These are the below options for rollback the complete RHEL patches including the kernal ones.
1) A snapshot done at the storage level. E.g. yum-fs-snapshot – which can make an LVM or BTRFS snapshot. Fully automating this would work on systems that a) have enough free spare volume space, and b) have a new enough version of yum. (This wouldn’t work on RHEL 5, or earlier machines
2) A snapshot done at a platform, e.g. a snapshot done in vmware. Less useful here, as our physical server count is very high.

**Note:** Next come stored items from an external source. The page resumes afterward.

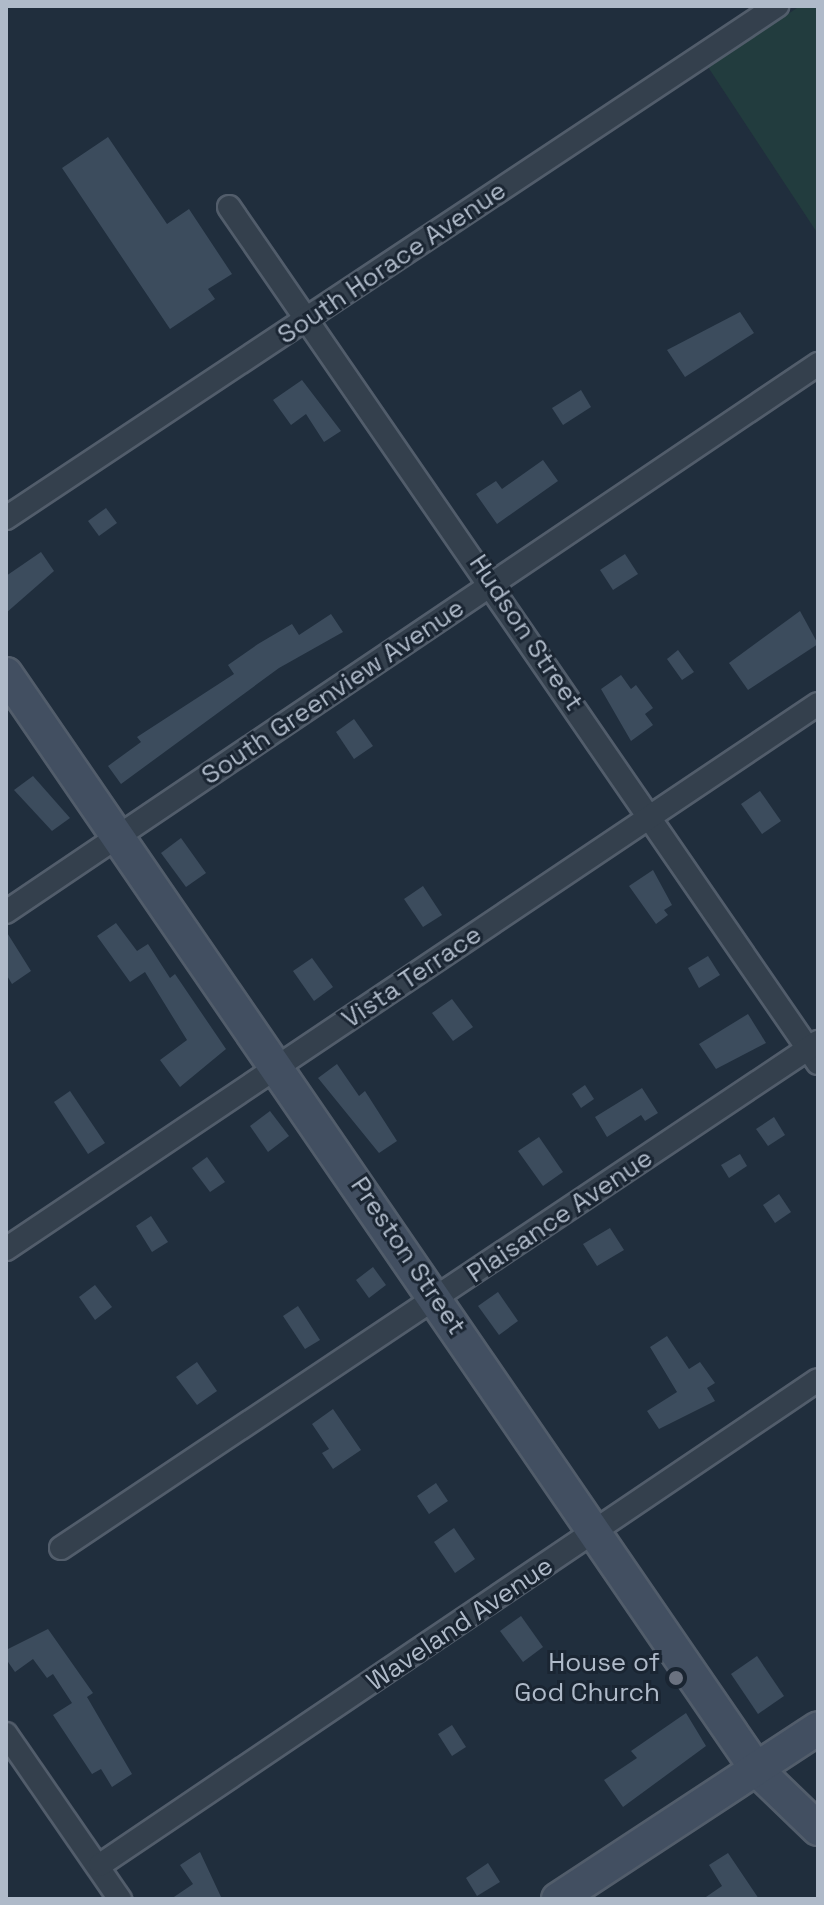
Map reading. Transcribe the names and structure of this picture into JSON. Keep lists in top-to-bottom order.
{
  "streets": {
    "street": [
      "South Horace Avenue",
      "Hudson Street",
      "South Greenview Avenue",
      "Vista Terrace",
      "Plaisance Avenue",
      "Preston Street",
      "Waveland Avenue"
    ]
  },
  "crossings": [
    ["South Horace Avenue", "Hudson Street"],
    ["Hudson Street", "South Greenview Avenue"],
    ["Hudson Street", "Vista Terrace"],
    ["Hudson Street", "Plaisance Avenue"],
    ["South Greenview Avenue", "Preston Street"],
    ["Vista Terrace", "Preston Street"],
    ["Plaisance Avenue", "Preston Street"],
    ["Preston Street", "Waveland Avenue"]
  ],
  "places": ["House of God Church"]
}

3) A file system-level rollback. What was done here was an LD_PRELOAD library, that offers its own unlink/open/fdopen etc system calls, and backs up files being open for writing, and then passes the call onto the real libc library. (It would also keep track of symlink creation/changes, new file creation, to be deleted on a rollback etc). This was ultimately a copy-on-write design, at the file-system level. However, this got around all the other limitations of the other solutions. It didn’t care if it was a virt of physical, and it didn’t matter how much LVM volume space was left – all that matters was how much file system space was left.
So the questions I had:
1) Can bladelogic leverage things like yum-fs-snapshot natively.
2) Is there any better solution available now, or coming soon, that would offer a proper, fast, fully automated rollback.
3) Can bladelogic execute a job with certain environment variables set, like an LD_PRELOAD, so we could make use of the 3rd option; should we write such a tool?